====== DATA FOR THE TASK
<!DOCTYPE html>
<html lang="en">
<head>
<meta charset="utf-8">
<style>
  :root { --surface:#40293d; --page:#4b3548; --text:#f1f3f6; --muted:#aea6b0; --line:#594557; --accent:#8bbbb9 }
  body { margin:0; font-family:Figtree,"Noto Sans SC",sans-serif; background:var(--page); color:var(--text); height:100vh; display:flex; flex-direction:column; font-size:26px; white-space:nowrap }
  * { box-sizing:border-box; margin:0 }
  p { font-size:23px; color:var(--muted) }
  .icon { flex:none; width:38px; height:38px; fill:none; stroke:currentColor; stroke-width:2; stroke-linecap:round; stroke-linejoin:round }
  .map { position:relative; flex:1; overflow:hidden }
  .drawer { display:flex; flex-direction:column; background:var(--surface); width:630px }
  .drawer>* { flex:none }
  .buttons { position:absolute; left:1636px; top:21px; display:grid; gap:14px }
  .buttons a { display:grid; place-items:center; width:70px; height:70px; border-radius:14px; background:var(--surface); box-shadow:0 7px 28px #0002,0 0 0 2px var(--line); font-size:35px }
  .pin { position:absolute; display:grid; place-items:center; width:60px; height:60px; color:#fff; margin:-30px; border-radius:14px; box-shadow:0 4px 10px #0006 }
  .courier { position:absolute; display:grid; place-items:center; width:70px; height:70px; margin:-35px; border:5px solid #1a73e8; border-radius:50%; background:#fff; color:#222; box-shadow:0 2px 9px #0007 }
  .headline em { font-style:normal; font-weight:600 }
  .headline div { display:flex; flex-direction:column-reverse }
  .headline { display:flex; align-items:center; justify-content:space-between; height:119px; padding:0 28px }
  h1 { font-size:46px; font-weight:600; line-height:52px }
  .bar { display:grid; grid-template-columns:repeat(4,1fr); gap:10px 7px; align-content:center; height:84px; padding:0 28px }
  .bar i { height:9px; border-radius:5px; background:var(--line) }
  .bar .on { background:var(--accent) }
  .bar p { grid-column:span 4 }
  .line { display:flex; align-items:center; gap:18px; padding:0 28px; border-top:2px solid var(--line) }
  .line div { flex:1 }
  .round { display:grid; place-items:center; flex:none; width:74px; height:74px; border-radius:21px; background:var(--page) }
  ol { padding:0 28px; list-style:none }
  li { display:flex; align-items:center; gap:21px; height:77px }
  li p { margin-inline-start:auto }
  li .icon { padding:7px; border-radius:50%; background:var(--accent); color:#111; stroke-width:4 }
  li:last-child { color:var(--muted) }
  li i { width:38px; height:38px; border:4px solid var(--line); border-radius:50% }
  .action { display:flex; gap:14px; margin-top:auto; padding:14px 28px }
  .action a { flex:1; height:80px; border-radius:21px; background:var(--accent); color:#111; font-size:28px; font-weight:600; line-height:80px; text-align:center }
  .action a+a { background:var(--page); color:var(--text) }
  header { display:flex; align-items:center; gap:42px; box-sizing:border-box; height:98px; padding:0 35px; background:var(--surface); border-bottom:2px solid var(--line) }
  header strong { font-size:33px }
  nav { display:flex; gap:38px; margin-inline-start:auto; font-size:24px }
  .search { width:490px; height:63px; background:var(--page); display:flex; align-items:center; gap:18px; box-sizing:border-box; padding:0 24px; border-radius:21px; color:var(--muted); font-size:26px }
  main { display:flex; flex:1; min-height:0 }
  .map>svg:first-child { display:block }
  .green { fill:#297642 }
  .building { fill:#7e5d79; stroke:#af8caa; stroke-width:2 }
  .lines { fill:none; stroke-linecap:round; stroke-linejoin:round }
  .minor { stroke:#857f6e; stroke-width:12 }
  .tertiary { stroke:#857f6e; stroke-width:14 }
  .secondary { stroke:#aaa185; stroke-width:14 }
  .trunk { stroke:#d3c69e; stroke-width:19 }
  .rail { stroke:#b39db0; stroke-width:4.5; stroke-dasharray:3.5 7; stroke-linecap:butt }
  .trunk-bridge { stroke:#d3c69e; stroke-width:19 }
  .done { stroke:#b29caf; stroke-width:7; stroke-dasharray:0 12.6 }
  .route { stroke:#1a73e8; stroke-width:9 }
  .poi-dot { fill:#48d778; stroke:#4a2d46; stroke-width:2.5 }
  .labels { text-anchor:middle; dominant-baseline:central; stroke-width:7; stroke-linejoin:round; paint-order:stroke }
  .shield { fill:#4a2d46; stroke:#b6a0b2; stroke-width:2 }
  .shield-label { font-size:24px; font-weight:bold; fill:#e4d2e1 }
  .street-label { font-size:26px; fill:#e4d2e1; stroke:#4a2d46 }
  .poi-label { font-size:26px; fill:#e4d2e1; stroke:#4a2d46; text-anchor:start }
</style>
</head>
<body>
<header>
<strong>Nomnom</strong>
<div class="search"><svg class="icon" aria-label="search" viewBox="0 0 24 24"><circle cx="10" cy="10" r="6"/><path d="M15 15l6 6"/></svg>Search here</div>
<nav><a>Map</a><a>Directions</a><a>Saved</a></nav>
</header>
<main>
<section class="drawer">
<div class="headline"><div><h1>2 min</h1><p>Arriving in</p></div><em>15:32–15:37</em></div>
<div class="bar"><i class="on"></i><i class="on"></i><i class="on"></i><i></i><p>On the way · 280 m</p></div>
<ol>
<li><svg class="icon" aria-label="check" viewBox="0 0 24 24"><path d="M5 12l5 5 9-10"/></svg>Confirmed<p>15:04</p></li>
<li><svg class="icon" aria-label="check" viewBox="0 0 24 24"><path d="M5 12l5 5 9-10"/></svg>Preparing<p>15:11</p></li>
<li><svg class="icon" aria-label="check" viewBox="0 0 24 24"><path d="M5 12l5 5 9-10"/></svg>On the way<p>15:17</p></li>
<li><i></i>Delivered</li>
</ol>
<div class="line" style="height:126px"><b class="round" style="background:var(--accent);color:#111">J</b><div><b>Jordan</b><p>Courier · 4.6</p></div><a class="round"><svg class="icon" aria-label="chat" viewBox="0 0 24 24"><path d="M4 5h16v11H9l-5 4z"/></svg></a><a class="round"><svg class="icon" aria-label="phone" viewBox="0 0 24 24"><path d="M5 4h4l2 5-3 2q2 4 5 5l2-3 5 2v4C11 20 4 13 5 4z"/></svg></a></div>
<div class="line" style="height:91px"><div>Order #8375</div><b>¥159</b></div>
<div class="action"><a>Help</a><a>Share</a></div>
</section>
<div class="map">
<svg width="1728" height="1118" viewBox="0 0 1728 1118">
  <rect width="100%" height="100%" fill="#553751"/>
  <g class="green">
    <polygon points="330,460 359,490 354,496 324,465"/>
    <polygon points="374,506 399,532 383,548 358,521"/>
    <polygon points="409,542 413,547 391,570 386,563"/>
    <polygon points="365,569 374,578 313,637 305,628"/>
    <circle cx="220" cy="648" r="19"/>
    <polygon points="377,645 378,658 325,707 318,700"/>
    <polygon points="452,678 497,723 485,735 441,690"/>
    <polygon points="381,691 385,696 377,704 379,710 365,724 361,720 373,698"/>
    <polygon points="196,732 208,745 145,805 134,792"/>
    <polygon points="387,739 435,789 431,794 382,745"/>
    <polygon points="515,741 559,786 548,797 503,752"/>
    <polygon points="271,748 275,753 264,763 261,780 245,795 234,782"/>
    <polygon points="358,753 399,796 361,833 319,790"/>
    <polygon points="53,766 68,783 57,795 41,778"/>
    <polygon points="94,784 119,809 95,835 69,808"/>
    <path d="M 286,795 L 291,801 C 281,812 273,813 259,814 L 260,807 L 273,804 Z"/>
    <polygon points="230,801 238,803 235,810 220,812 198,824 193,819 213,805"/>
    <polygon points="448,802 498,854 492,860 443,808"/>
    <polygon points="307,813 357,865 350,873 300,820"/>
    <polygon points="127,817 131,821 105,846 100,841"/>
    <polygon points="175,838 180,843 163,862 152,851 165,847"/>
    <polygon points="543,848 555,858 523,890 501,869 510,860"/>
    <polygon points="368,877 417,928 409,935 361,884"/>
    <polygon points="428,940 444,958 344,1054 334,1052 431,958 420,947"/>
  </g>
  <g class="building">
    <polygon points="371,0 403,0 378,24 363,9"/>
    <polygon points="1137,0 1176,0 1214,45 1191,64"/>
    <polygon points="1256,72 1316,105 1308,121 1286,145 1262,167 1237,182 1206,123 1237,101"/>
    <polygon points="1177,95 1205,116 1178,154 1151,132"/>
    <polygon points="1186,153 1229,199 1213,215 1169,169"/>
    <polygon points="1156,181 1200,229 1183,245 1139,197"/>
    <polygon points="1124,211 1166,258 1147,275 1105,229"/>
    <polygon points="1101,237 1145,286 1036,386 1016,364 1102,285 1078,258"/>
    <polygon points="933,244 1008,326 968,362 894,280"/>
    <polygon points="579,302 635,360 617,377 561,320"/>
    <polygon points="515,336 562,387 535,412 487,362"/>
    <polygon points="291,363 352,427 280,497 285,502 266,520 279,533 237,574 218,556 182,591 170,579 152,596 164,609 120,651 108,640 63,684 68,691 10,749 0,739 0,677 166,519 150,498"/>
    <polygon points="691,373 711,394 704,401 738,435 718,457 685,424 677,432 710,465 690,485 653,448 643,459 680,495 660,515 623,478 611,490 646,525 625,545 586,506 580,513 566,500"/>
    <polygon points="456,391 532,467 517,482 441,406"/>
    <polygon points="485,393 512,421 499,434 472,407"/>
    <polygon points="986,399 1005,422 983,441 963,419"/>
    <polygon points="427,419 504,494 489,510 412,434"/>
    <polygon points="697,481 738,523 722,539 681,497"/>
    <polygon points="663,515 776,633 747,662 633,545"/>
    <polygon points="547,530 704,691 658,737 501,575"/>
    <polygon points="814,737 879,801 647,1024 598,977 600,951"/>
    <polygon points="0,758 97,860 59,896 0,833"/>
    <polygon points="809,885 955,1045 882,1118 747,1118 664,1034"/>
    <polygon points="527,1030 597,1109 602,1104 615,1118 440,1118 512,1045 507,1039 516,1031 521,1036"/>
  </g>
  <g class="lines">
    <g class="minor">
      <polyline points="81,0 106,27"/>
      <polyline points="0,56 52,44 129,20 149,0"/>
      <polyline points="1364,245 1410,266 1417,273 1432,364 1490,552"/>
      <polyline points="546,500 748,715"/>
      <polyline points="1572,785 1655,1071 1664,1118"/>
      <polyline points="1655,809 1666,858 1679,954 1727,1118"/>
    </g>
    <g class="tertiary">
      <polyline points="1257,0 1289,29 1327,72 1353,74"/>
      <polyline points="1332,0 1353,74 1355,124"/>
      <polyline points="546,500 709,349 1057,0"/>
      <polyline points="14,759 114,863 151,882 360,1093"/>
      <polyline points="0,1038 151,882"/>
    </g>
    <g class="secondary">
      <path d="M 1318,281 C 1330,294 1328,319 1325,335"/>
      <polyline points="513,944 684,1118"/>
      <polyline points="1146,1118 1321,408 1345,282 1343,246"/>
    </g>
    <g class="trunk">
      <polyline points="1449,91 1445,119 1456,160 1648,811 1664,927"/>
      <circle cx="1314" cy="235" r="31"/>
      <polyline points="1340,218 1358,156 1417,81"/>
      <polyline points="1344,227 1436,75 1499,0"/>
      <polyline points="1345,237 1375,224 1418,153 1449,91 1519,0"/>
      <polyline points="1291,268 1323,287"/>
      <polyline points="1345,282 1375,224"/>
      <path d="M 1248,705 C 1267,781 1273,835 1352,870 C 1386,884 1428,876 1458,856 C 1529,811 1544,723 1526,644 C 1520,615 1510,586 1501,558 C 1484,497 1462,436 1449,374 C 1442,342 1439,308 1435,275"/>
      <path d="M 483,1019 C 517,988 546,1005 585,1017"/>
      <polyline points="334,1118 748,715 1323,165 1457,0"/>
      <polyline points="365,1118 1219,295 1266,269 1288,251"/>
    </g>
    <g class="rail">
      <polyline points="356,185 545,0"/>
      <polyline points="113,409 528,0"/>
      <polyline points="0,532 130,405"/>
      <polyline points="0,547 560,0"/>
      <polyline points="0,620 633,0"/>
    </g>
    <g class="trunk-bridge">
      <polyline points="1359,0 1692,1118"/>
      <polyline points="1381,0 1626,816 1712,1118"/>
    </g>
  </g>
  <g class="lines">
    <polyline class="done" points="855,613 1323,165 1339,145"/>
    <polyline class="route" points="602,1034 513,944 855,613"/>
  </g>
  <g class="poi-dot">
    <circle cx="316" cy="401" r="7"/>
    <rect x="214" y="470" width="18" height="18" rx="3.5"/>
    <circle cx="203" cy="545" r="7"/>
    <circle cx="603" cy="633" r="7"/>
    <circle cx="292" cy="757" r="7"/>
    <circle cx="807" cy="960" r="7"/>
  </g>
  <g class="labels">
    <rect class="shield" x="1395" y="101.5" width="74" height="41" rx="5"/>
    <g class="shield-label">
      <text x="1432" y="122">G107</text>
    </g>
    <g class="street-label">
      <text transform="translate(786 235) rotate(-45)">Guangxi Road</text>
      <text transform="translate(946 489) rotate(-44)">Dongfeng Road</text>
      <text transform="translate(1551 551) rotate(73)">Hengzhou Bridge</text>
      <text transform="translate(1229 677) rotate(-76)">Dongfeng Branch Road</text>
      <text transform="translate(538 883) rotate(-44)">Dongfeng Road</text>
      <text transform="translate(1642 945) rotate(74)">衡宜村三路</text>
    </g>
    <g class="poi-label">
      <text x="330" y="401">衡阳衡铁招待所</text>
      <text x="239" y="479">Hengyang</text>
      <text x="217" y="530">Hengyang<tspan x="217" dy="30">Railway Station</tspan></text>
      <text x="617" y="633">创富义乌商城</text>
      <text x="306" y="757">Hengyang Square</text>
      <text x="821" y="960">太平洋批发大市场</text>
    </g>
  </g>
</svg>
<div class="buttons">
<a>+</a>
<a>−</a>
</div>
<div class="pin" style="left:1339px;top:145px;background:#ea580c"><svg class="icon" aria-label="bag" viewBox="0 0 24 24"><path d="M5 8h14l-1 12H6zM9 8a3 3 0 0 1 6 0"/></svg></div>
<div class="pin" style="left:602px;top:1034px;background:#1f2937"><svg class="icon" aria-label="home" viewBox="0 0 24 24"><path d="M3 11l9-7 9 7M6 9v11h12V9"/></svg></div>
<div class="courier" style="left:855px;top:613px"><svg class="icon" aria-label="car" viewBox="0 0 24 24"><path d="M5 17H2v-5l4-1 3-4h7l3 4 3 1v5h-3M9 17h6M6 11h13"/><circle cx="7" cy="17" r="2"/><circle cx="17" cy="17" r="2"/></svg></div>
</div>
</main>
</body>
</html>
============
**EXERCISE**
Looking at the records above, work out how many lines hold "buttons" and write only that number.

**FINISHED TASK**
3